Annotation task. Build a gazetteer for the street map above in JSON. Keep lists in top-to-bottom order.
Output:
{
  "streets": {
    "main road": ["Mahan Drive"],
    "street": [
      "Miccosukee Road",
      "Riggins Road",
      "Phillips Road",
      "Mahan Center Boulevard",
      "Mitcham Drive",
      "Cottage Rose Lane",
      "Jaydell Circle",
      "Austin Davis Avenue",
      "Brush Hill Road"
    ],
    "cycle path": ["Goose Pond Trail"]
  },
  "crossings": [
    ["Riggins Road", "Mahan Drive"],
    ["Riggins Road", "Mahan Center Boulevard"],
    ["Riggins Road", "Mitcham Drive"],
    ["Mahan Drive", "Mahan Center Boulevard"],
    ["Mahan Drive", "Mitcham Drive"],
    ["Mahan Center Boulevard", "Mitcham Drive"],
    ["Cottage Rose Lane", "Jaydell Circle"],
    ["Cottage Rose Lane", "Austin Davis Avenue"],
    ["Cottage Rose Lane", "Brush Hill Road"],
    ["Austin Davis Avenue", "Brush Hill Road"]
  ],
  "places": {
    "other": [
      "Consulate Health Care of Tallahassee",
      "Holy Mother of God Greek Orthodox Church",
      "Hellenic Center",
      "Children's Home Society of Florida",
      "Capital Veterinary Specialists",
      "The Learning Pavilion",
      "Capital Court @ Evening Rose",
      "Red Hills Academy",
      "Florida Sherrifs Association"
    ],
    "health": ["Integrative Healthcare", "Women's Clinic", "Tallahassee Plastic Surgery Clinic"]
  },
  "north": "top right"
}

• What you should do
Reproduce all of the data above, exactly and without omission.

• Your response
Annotation task. Build a gazetteer for the street map above in JSON. Keep lists in top-to-bottom order.
Output:
{
  "streets": {
    "main road": ["Mahan Drive"],
    "street": [
      "Miccosukee Road",
      "Riggins Road",
      "Phillips Road",
      "Mahan Center Boulevard",
      "Mitcham Drive",
      "Cottage Rose Lane",
      "Jaydell Circle",
      "Austin Davis Avenue",
      "Brush Hill Road"
    ],
    "cycle path": ["Goose Pond Trail"]
  },
  "crossings": [
    ["Riggins Road", "Mahan Drive"],
    ["Riggins Road", "Mahan Center Boulevard"],
    ["Riggins Road", "Mitcham Drive"],
    ["Mahan Drive", "Mahan Center Boulevard"],
    ["Mahan Drive", "Mitcham Drive"],
    ["Mahan Center Boulevard", "Mitcham Drive"],
    ["Cottage Rose Lane", "Jaydell Circle"],
    ["Cottage Rose Lane", "Austin Davis Avenue"],
    ["Cottage Rose Lane", "Brush Hill Road"],
    ["Austin Davis Avenue", "Brush Hill Road"]
  ],
  "places": {
    "other": [
      "Consulate Health Care of Tallahassee",
      "Holy Mother of God Greek Orthodox Church",
      "Hellenic Center",
      "Children's Home Society of Florida",
      "Capital Veterinary Specialists",
      "The Learning Pavilion",
      "Capital Court @ Evening Rose",
      "Red Hills Academy",
      "Florida Sherrifs Association"
    ],
    "health": ["Integrative Healthcare", "Women's Clinic", "Tallahassee Plastic Surgery Clinic"]
  },
  "north": "top right"
}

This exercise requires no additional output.